■ TASK STATEMENT:
In the material below, find each line that contains the word "dasharray" and copy it.

■ RECORDS FOR THE TASK:
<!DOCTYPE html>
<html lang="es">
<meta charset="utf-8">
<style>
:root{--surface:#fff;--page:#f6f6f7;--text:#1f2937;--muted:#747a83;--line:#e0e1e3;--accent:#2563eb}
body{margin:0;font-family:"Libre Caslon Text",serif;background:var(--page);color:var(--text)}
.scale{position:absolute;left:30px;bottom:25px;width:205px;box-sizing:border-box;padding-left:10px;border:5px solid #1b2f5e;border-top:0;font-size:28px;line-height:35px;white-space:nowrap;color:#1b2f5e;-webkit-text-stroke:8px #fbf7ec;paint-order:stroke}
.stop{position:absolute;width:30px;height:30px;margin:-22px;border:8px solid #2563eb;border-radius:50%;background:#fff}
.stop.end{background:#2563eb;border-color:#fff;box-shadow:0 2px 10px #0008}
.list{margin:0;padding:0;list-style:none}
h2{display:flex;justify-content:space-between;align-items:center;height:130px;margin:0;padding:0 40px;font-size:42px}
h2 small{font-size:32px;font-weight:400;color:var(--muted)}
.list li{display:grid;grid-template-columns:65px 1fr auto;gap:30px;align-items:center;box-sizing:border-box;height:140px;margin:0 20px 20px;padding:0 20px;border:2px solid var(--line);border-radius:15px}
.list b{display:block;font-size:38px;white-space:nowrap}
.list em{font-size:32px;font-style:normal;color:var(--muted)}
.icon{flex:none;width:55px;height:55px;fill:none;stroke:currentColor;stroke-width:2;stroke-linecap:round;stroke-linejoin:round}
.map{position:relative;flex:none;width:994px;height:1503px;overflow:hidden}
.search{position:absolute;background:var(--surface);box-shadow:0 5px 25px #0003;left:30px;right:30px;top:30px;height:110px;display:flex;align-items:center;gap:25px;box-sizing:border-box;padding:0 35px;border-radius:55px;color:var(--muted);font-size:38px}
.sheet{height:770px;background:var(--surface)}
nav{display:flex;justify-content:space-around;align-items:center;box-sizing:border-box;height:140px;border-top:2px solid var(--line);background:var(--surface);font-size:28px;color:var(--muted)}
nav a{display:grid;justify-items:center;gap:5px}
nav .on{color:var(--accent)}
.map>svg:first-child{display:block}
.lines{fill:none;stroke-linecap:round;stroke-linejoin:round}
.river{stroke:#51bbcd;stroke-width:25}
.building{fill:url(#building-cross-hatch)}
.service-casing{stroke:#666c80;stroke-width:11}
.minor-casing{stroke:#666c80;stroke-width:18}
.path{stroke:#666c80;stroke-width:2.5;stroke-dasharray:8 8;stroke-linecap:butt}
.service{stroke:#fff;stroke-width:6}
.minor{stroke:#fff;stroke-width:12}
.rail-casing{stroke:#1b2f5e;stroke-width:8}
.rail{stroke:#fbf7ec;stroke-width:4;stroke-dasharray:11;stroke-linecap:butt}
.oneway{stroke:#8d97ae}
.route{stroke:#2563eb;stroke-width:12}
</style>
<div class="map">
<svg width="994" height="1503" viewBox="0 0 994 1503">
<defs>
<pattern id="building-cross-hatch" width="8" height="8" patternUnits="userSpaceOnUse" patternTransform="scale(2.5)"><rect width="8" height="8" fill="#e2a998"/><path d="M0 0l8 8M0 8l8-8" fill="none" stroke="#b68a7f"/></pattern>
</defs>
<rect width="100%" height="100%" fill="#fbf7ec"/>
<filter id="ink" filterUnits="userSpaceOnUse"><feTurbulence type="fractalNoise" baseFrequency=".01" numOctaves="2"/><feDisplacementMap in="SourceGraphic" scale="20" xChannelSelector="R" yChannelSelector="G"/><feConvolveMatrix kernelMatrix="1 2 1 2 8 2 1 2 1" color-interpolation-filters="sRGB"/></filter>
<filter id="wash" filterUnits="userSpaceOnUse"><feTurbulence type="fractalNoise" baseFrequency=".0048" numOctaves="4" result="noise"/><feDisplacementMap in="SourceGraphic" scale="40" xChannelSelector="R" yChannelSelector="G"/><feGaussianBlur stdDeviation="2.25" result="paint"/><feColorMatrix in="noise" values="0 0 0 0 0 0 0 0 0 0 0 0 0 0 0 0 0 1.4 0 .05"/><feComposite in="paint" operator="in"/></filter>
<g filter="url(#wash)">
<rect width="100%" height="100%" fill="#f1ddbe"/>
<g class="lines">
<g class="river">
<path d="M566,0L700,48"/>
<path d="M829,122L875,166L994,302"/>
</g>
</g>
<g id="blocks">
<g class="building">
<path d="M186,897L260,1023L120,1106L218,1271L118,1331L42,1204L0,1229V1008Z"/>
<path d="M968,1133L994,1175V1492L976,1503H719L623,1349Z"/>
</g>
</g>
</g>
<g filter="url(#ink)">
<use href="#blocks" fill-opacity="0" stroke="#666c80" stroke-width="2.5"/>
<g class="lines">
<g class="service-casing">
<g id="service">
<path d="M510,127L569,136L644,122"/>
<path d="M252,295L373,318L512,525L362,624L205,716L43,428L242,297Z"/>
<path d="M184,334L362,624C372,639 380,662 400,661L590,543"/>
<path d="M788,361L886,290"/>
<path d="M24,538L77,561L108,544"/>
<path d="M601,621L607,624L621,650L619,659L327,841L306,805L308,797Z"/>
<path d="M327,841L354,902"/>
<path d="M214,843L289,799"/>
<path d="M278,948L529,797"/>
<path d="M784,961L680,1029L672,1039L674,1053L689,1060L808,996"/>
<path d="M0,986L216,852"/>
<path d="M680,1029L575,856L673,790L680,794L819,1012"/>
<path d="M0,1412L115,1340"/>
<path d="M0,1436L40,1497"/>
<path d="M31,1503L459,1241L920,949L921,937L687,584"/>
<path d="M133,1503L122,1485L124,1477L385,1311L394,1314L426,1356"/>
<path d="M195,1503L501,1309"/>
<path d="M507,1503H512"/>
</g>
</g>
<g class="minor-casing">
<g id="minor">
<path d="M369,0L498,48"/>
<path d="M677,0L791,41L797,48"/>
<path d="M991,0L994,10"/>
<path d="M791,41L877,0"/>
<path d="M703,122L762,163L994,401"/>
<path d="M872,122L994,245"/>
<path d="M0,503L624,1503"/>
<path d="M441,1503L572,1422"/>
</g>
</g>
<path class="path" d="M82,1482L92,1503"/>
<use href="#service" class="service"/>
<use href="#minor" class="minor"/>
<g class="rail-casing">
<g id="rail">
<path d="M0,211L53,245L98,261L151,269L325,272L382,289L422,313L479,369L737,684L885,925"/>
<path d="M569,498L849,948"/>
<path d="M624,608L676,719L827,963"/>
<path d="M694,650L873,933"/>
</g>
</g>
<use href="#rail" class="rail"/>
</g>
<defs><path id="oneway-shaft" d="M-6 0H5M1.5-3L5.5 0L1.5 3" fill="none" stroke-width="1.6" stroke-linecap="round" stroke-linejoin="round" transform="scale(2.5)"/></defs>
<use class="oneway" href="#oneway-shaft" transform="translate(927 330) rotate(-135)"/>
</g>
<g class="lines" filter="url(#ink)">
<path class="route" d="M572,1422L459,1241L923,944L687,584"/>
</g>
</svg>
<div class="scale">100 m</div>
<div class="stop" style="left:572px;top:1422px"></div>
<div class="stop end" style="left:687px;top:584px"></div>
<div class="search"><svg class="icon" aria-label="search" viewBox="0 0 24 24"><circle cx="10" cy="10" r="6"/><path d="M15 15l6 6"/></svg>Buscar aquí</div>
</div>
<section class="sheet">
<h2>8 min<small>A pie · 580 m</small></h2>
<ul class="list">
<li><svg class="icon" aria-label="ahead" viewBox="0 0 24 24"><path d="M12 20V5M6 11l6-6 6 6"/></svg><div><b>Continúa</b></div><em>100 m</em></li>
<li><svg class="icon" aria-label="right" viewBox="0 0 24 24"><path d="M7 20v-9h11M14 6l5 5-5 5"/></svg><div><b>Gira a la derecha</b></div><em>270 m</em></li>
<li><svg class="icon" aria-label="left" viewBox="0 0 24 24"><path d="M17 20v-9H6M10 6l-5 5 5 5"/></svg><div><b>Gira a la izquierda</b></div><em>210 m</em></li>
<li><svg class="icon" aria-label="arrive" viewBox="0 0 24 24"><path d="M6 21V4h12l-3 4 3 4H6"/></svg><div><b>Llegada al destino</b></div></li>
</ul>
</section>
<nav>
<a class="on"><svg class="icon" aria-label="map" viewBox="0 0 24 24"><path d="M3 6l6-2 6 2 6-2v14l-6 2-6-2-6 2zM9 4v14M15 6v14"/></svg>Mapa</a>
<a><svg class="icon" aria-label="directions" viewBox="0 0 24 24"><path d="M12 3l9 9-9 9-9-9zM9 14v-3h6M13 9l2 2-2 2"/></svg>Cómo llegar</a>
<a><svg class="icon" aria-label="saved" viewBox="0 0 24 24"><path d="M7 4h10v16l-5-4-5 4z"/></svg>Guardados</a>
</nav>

■ RESPONSE TO THE EXERCISE:
.path{stroke:#666c80;stroke-width:2.5;stroke-dasharray:8 8;stroke-linecap:butt}
.rail{stroke:#fbf7ec;stroke-width:4;stroke-dasharray:11;stroke-linecap:butt}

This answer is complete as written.